Optimism overlooked the tenacity of the international capitalist system. From 1991 to 1996, the battle for the ANC’s soul got underway, and was eventually lost to corporate power: we were entrapped by the neo-liberal economy—or, as Ronnie Kasrils, former ANC minister and member of uMkhonto weSizwe, cried out, we ‘sold our people down the river.’
A concrete definition of neo-liberalism is offered by David Harvey, academic and activist, who describes it as ‘a political project to re-establish the conditions for capital accumulation and to restore the power of economic elites’ and this is achieved through policies of market liberalization, deregulation, austerity measures, privatization, regressive taxation and labour market flexibility. Contrary to common belief, neo-liberalism does not simply entail the shrinking of the state and expansion of the free market. What neo-liberalism does require is the re-orientation of the state’s capacity so it can create and preserve the institutional frameworks appropriate to the practice of capital accumulation.
Whether Mandela was compelled by unfavourable structural conditions and unprecedented historical developments or took full agency during negotiations which led to the first democratic elections, by 1996, the ANC was dancing to the tune of the Washington Consensus. Rejecting nationalization, public investment, and the formation of a developmental state focused on social equity, Mandela and his ministers adopted the Growth, Employment and Redistribution Strategy (GEAR).

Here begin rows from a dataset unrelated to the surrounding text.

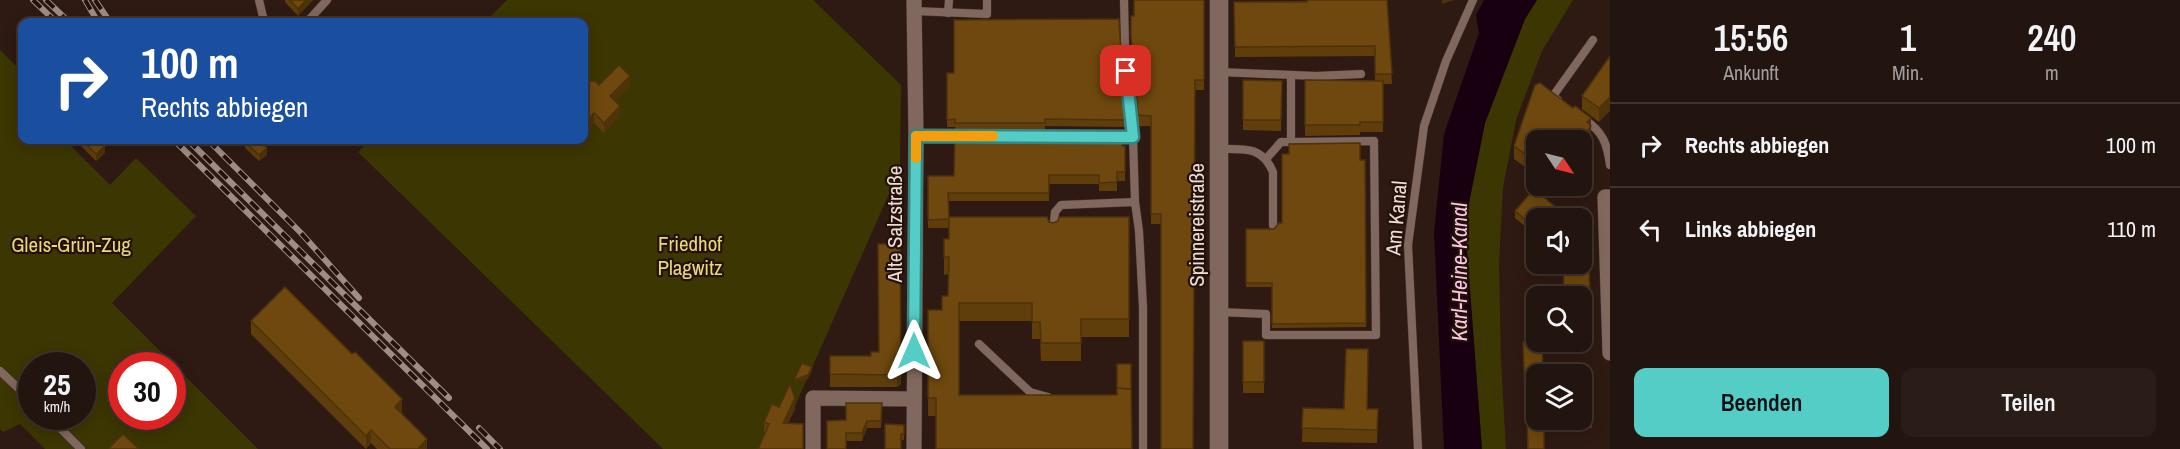 <!DOCTYPE html>
<html lang="de">
<meta charset="utf-8">
<style>
:root{--surface:#22140e;--page:#2a1d17;--text:#f1f3f6;--muted:#a29e9e;--line:#3f332e;--accent:#54cdc7}
body{margin:0;font-family:"Archivo Narrow",sans-serif;background:var(--page);color:var(--text);height:100vh;display:flex;flex-direction:column;font-size:22px;white-space:nowrap}
*{box-sizing:border-box;margin:0}
p{font-size:20px;color:var(--muted)}
.icon{flex:none;width:33px;height:33px;fill:none;stroke:currentColor;stroke-width:2;stroke-linecap:round;stroke-linejoin:round}
.map{position:relative;flex:1;overflow:hidden}
.side{display:flex;flex-direction:column;background:var(--surface);width:570px}
.side>*{flex:none}
.banner{position:absolute;left:18px;top:18px;width:570px;height:126px;border-radius:12px;box-shadow:0 3px 15px #0003,0 0 0 2px var(--line);background:#1a4fa0;color:#fff;overflow:hidden}
.needle{width:39px;rotate:125deg}
.tools{position:absolute;left:1526px;top:130px;display:grid;gap:12px}
.tools a{display:grid;place-items:center;width:66px;height:66px;border-radius:12px;background:var(--surface);box-shadow:0 3px 15px #0003,0 0 0 2px var(--line);font-size:30px}
.speed{position:absolute;left:18px;top:352px;display:flex;gap:12px;font-size:30px;font-weight:700;text-align:center}
.speed>*{display:grid;place-content:center;width:78px;height:78px;border-radius:50%;background:var(--surface);box-shadow:0 3px 15px #0003,0 0 0 2px var(--line);line-height:1}
.speed small{font-size:15px;font-weight:400}
.speed .limit{border:9px solid #d22;background:#fff;color:#111}
.pin{position:absolute;display:grid;place-items:center;width:51px;height:51px;color:#fff;margin:-26px;border-radius:12px;box-shadow:0 3px 9px #0006}
.me{position:absolute;width:66px;margin:-33px;rotate:0deg;stroke-linejoin:round;filter:drop-shadow(0 0 4px #0008)}
.turn{display:flex;align-items:center;gap:21px;height:126px;padding:0 24px;font-size:27px}
.turn .icon{width:78px;height:78px;stroke-width:2.5}
.turn b{display:block;font-size:42px;line-height:51px}
.eta{display:flex;justify-content:space-evenly;align-items:center;height:102px;text-align:center}
.eta b{font-size:36px;font-weight:600;line-height:42px}
.button{display:flex;gap:12px;margin-top:auto;padding:12px 24px}
.button a{flex:1;height:69px;border-radius:12px;background:var(--accent);color:#111;font-size:24px;font-weight:600;line-height:69px;text-align:center}
.button a+a{background:var(--page);color:var(--text)}
ul{padding:0;list-style:none}
li{display:flex;align-items:center;gap:18px;height:84px;padding:0 24px;border-top:2px solid var(--line)}
li div{flex:1}
li b{display:block;font-size:22px}
li em{font-style:normal}
main{display:flex;flex:1;min-height:0}
.map>svg:first-child{display:block}
.green{fill:#3c3602;fill-rule:evenodd}
.water{fill:#190010}
.lines{fill:none;stroke-linecap:round;stroke-linejoin:round}
.lane-casing{stroke:#453430;stroke-width:9}
.street-casing{stroke:#453430;stroke-width:16}
.secondary-casing{stroke:#453430;stroke-width:20}
.lane{stroke:#81685e;stroke-width:8}
.street{stroke:#81685e;stroke-width:15}
.secondary{stroke:#81685e;stroke-width:18}
.rail-casing{stroke:#9e8d86;stroke-width:6}
.rail{stroke:#241109;stroke-width:4;stroke-dasharray:11;stroke-linecap:butt}
.wall{fill:#5f3e0c}
.shaded-wall{fill:#4d320a}
.building{fill:#6e480e;stroke:#4d320a;stroke-width:1.5}
.route-casing{stroke:#378581;stroke-width:15}
.route{stroke:#54cdc7;stroke-width:10}
.slow{stroke:#f59e0b;stroke-width:10}
.labels{text-anchor:middle;dominant-baseline:central;stroke-width:4.5;stroke-linejoin:round;paint-order:stroke}
.street-label{font-size:21px;fill:#ebdcd6;stroke:#241109}
.park-label{font-size:21px;fill:#e7da7c;stroke:#241109}
.water-label{font-size:22px;font-style:italic;fill:#f9c6e4;stroke:#241109}
</style>
<main>
<div class="map">
<svg width="1610" height="449" viewBox="0 0 1610 449">
<rect width="100%" height="100%" fill="#2e1a12"/>
<g class="green">
<path d="M507 0H813L901 85 900 169 776 449H663L358 152 370 140H584V22H485Z"/>
<path d="M1537 0H1573L1542 51 1516 120 1503 188 1499 264 1501 362 1506 449H1482L1466 237 1468 208 1485 123 1525 19Z"/>
<path d="M0 50 22 72V140H65L110 185 136 158 196 216 112 303 258 449H45L20 424 3 432 0 429ZM32 366H82V417H32ZM122 366H172V417H122Z"/>
</g>
<path class="water" d="M1484 0H1537L1525 19 1485 123 1468 208 1466 237 1482 449H1444L1434 232 1444 134 1479 33 1476 15Z"/>
<g class="lines">
<defs>
<g id="lane">
<path d="M259 0 263 17 267 22"/>
<path d="M1124 0 1125 45 1133 137 1135 202 1139 231 1143 307V449"/>
<path d="M914 11 987 14V0"/>
<path d="M948 13 949 0"/>
<path d="M307 22 327 0"/>
<path d="M1219 72 1316 76 1361 74"/>
<path d="M1558 100 1553 96 1593 40"/>
<path d="M1584 119C1603 132 1607 143 1610 165"/>
<path d="M916 136H964"/>
<path d="M1036 136 1133 137"/>
<path d="M1220 149C1244 149 1262 146 1273 172V225"/>
<path d="M1266 159 1281 142H1291"/>
<path d="M1053 233 1055 212 1061 205 1135 202"/>
<path d="M1219 312 1266 314V335H1376L1374 141 1291 142V75"/>
<path d="M979 344 1030 392 1048 397"/>
<path d="M0 371 32 401"/>
<path d="M49 417 81 449"/>
<path d="M1418 449 1408 245 1424 126 1446 61 1473 0"/>
</g>
<g id="street">
<path d="M914 0 916 136 914 449"/>
<path d="M1610 197H1605L1610 353"/>
<path d="M813 449V398L914 399"/>
</g>
<path id="secondary" d="M1219 0V449"/>
</defs>
<use href="#lane" class="lane-casing"/>
<use href="#street" class="street-casing"/>
<use href="#secondary" class="secondary-casing"/>
<use href="#lane" class="lane"/>
<use href="#street" class="street"/>
<use href="#secondary" class="secondary"/>
<defs>
<g id="rail">
<path d="M33 0 56 22"/>
<path d="M46 0 69 22"/>
<path d="M85 0 98 22"/>
<path d="M95 0 110 22"/>
<path d="M174 140 487 449"/>
<path d="M188 140 449 398"/>
<path d="M208 140 301 233 359 298"/>
<path d="M479 428 500 449"/>
</g>
</defs>
<use href="#rail" class="rail-casing"/>
<use href="#rail" class="rail"/>
</g>
<g class="wall">
<path d="M285 0H313L298 16 285 2Z"/>
<path d="M1204 0V90H1195L1161 224H1151V126H1138L1131 45V16Z"/>
<path d="M1387 0 1392 84H1383V132H1360V135L1305 136V80L1375 81V56L1235 57 1234 2Z"/>
<path d="M1610 56 1599 122 1582 109V96Z"/>
<path d="M947 73 1125 120V127L1045 126V131L955 130V127H947Z"/>
<path d="M1243 80 1282 81 1281 131 1243 130Z"/>
<path d="M584 85 630 86 616 101 620 116 604 133 594 123 584 134Z"/>
<path d="M1573 108 1591 118V138L1581 152V141H1536L1535 174 1514 159V146Z"/>
<path d="M1044 138 1125 146V181H1117V191H1099V184H1049V201H948L949 228H928V176H954Z"/>
<path d="M75 140H99L105 153 96 161Z"/>
<path d="M245 142 267 155 259 161 245 148Z"/>
<path d="M1365 160 1366 327 1272 328V287H1246V229H1274Z"/>
<path d="M1515 211 1560 215 1558 219H1536V225L1531 222 1527 228 1515 218Z"/>
<path d="M1129 217V337H1081V361H1041L1040 339H1032V321H959V395L1132 449 936 416H928V310H942L948 296 949 274 944 275V239L1049 222 1053 223Z"/>
<path d="M1588 231 1591 341H1581V297Z"/>
<path d="M878 244 901 384 897 387H830V356H871L879 352Z"/>
<path d="M251 321 402 413 427 449H377L371 443 366 449 251 334Z"/>
<rect x="1243" y="341" width="21" height="52"/>
<path d="M1523 342 1536 375V397L1525 398Z"/>
<path d="M1591 369 1592 428H1569L1568 420Z"/>
<path d="M882 403 881 428H867L862 441H846V420Z"/>
<path d="M779 407 795 409 788 423 764 432V422Z"/>
<path d="M1303 408 1378 409 1377 443 1302 442Z"/>
<path d="M904 425V440H901L885 449Z"/>
</g>
<g class="shaded-wall">
<path d="M306 0H313L298 16V9Z"/>
<path d="M1442 0H1454L1442 4Z"/>
<path d="M630 76V86L610 107V96Z"/>
<path d="M1610 97V111L1599 122V108Z"/>
<path d="M620 106V116L604 133V123Z"/>
<path d="M594 113V123L584 134V123Z"/>
<path d="M1591 118V138L1581 152V141H1580L1587 122Z"/>
<path d="M105 146V153L96 161V154Z"/>
<path d="M267 148V155L259 161V155Z"/>
<path d="M1560 208V215L1558 219H1555Z"/>
<path d="M1531 216V222L1527 228V221Z"/>
<path d="M812 367V371L808 379 794 383V380Z"/>
<path d="M901 372V384L897 387V375Z"/>
<path d="M795 398V409L783 433V423Z"/>
<path d="M402 399V413L395 420V407Z"/>
<path d="M867 421V428L862 441V433Z"/>
<path d="M371 430V443L366 449V436Z"/>
<path d="M427 439V449H418Z"/>
</g>
<g class="building">
<path d="M290 0H306L298 9Z"/>
<path d="M1134 0H1204V80H1195L1193 449H1161V214H1151V116L1138 115 1131 35V16H1134Z"/>
<path d="M1307 0H1387L1392 74H1375V46L1235 47 1234 2H1307Z"/>
<path d="M1119 19 1125 120 1045 119V123H955V119L947 120V73H954V20Z"/>
<path d="M1610 56V97L1599 108 1582 96Z"/>
<path d="M619 65 630 76 610 96 620 106 604 123 594 113 584 123V85L588 81H595L599 85Z"/>
<path d="M1243 80 1282 81 1281 120H1243Z"/>
<path d="M1305 80 1383 81V122H1360V125H1305Z"/>
<path d="M1540 83 1573 108 1575 106 1591 118 1587 122 1591 126 1580 141H1536L1535 161 1514 146 1535 85Z"/>
<path d="M955 133 1045 134 1044 138 1122 139V146H1125V172H1117V182L1099 183V175H1049V193H948L949 219 928 220V176H954Z"/>
<path d="M82 140H99L105 146 96 154Z"/>
<path d="M248 140H258L267 148 259 155 245 142Z"/>
<path d="M1360 143V160H1365L1366 323 1272 324V283H1246V229H1274L1279 223H1282V154H1289V144Z"/>
<path d="M1534 189 1558 209 1560 208 1555 219H1538L1531 216 1527 221 1515 211Z"/>
<path d="M949 217H1047L1049 222 1053 223 1058 221 1059 217H1129V319H1081V343H1041L1040 322H1032V303H959V395H1117V388L1131 389 1132 449H936V398H928V310H942V296H948L949 257H944V239H949Z"/>
<path d="M1588 231 1591 333H1581V297H1564L1563 264H1581V232Z"/>
<path d="M878 244H900L901 372 897 375 830 374V356H871V352H879Z"/>
<path d="M285 287 352 354 355 352 402 399 395 407 427 439 418 449H390L371 430 366 436 251 321Z"/>
<rect x="1243" y="341" width="21" height="41"/>
<path d="M1536 341 1542 342 1543 375H1536V393L1525 394 1523 342Z"/>
<path d="M1346 349H1368L1367 409H1378L1377 430 1302 428 1303 408 1344 409Z"/>
<path d="M802 363 812 367 808 375 794 380Z"/>
<path d="M1117 364H1131V391V389L1117 388Z"/>
<path d="M1568 369H1591L1592 420 1569 421V420H1581V375H1568Z"/>
<path d="M790 384 795 398 783 423 803 424V449H758L769 424 764 422 772 404 779 407Z"/>
<path d="M846 403H882L881 421H867L862 433H846V449H827V421L846 420Z"/>
<path d="M1527 421H1544V449H1528Z"/>
<path d="M885 424 904 425V434H901V449H885Z"/>
<path d="M123 434 139 449H108Z"/>
</g>
<g class="lines">
<defs>
<path id="route" d="M914 351 916 136 1133 137 1126 71"/>
</defs>
<use href="#route" class="route-casing"/>
<use href="#route" class="route"/>
<path class="slow" d="M916 158V136H993"/>
</g>
<g class="labels">
<g class="street-label">
<text transform="translate(1396 218) rotate(-85)">Am Kanal</text>
<text transform="translate(894 224) rotate(-90)">Alte Salzstraße</text>
<text transform="translate(1196 225) rotate(-90)">Spinnereistraße</text>
</g>
<g class="park-label">
<text x="690" y="243">Friedhof<tspan x="690" dy="24">Plagwitz</tspan></text>
<text x="71" y="244">Gleis-Grün-Zug</text>
</g>
<g class="water-label">
<text transform="translate(1459 272) rotate(-90)">Karl-Heine-Kanal</text>
</g>
</g>
</svg>
<div class="tools">
<a><svg class="needle" viewBox="-14 -14 28 28"><path d="M0-13l5 13h-10z" fill="#e53935"/><path d="M0 13l5-13h-10z" fill="#a29e9e"/></svg></a>
<a><svg class="icon" aria-label="sound" viewBox="0 0 24 24"><path d="M4 9h4l5-4v14l-5-4H4zM17 9q2 3 0 6"/></svg></a>
<a><svg class="icon" aria-label="search" viewBox="0 0 24 24"><circle cx="10" cy="10" r="6"/><path d="M15 15l6 6"/></svg></a>
<a><svg class="icon" aria-label="layers" viewBox="0 0 24 24"><path d="M12 4l9 5-9 5-9-5zM3 14l9 5 9-5"/></svg></a>
</div>
<div class="speed"><div>25<small>km/h</small></div><div class="limit">30</div></div>
<div class="pin" style="left:1126px;top:71px;background:#d93025"><svg class="icon" aria-label="arrive" viewBox="0 0 24 24"><path d="M6 21V4h12l-3 4 3 4H6"/></svg></div>
<svg class="me" style="left:914px;top:351px" viewBox="-20 -20 40 40"><path d="M0-17L14 15 0 8-14 15z" fill="#54cdc7" stroke="#fff" stroke-width="4"/></svg>
<div class="banner">
<div class="turn"><svg class="icon" aria-label="right" viewBox="0 0 24 24"><path d="M7 20v-9h11M14 6l5 5-5 5"/></svg><div><b>100 m</b>Rechts abbiegen</div></div>
</div>
</div>
<section class="side">
<div class="eta">
<div><b>15:56</b><p>Ankunft</p></div>
<div><b>1</b><p>Min.</p></div>
<div><b>240</b><p>m</p></div>
</div>
<ul>
<li><svg class="icon" aria-label="right" viewBox="0 0 24 24"><path d="M7 20v-9h11M14 6l5 5-5 5"/></svg><div><b>Rechts abbiegen</b></div><em>100 m</em></li>
<li><svg class="icon" aria-label="left" viewBox="0 0 24 24"><path d="M17 20v-9H6M10 6l-5 5 5 5"/></svg><div><b>Links abbiegen</b></div><em>110 m</em></li>
</ul>
<div class="button"><a>Beenden</a><a>Teilen</a></div>
</section>
</main>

The fundamental policies of GEAR included the deregulation of financial markets and liberalization of trade in order to integrate (or some would argue, subordinate) South Africa into the global economy and attract foreign investment. Creating a hospitable environment for private investment included the government cutting expenditure on social services and public sector wages, while significantly lowering taxes on corporations and raising interest rates in an attempt to curtail inflation. The logic of private enterprise and free markets penetrated the public sector through restructuring state-owned enterprises to operate on a profit-making basis in an attempt to implement full-cost recovery. The true victors in post-apartheid South Africa have been the country’s ultra-rich and ownership class.
South Africa’s unemployment rate currently stands at 43.1 per cent (representing an estimated 12.7 million people). Joblessness, and the financial insecurity or poverty it induces, has come to define the experience of being ‘born free’ for far too many of the country’s youth. However, little respite is enjoyed by those who are employed. The labour market is characterized by stagnant wages failing to meet the soaring cost of living, and millions of people classified as working poor, earning wages that are either below or barely above the poverty line. Recent data illustrate the scale and severity of socio-economic crises.
Ten per cent of the population owns 85 per cent of the country’s wealth. Recent data has revealed that approximately 3,500 individuals (the top 0.01 per cent of the population) own more wealth than 32 million individuals. The spectacular abundance of a wealthy few has come at the price of destitution and deprivation for South Africa’s majority. An estimated 30.3 million people live in poverty (the majority of whom are Black), 15.3 million people experience food insecurity, and over ten million households live in energy poverty, while 14 million South Africans lack access to safe sanitation.
Public criticism and internal contestation of GEAR (from the Congress of South African Trade Unions, the South African Communist Party and ANC Youth League) did not shatter Mandela’s faith in the tenets of neo-liberalism. Mandela remained resolute that ‘GEAR is the fundamental policy of this organization, and we are not going to change it.’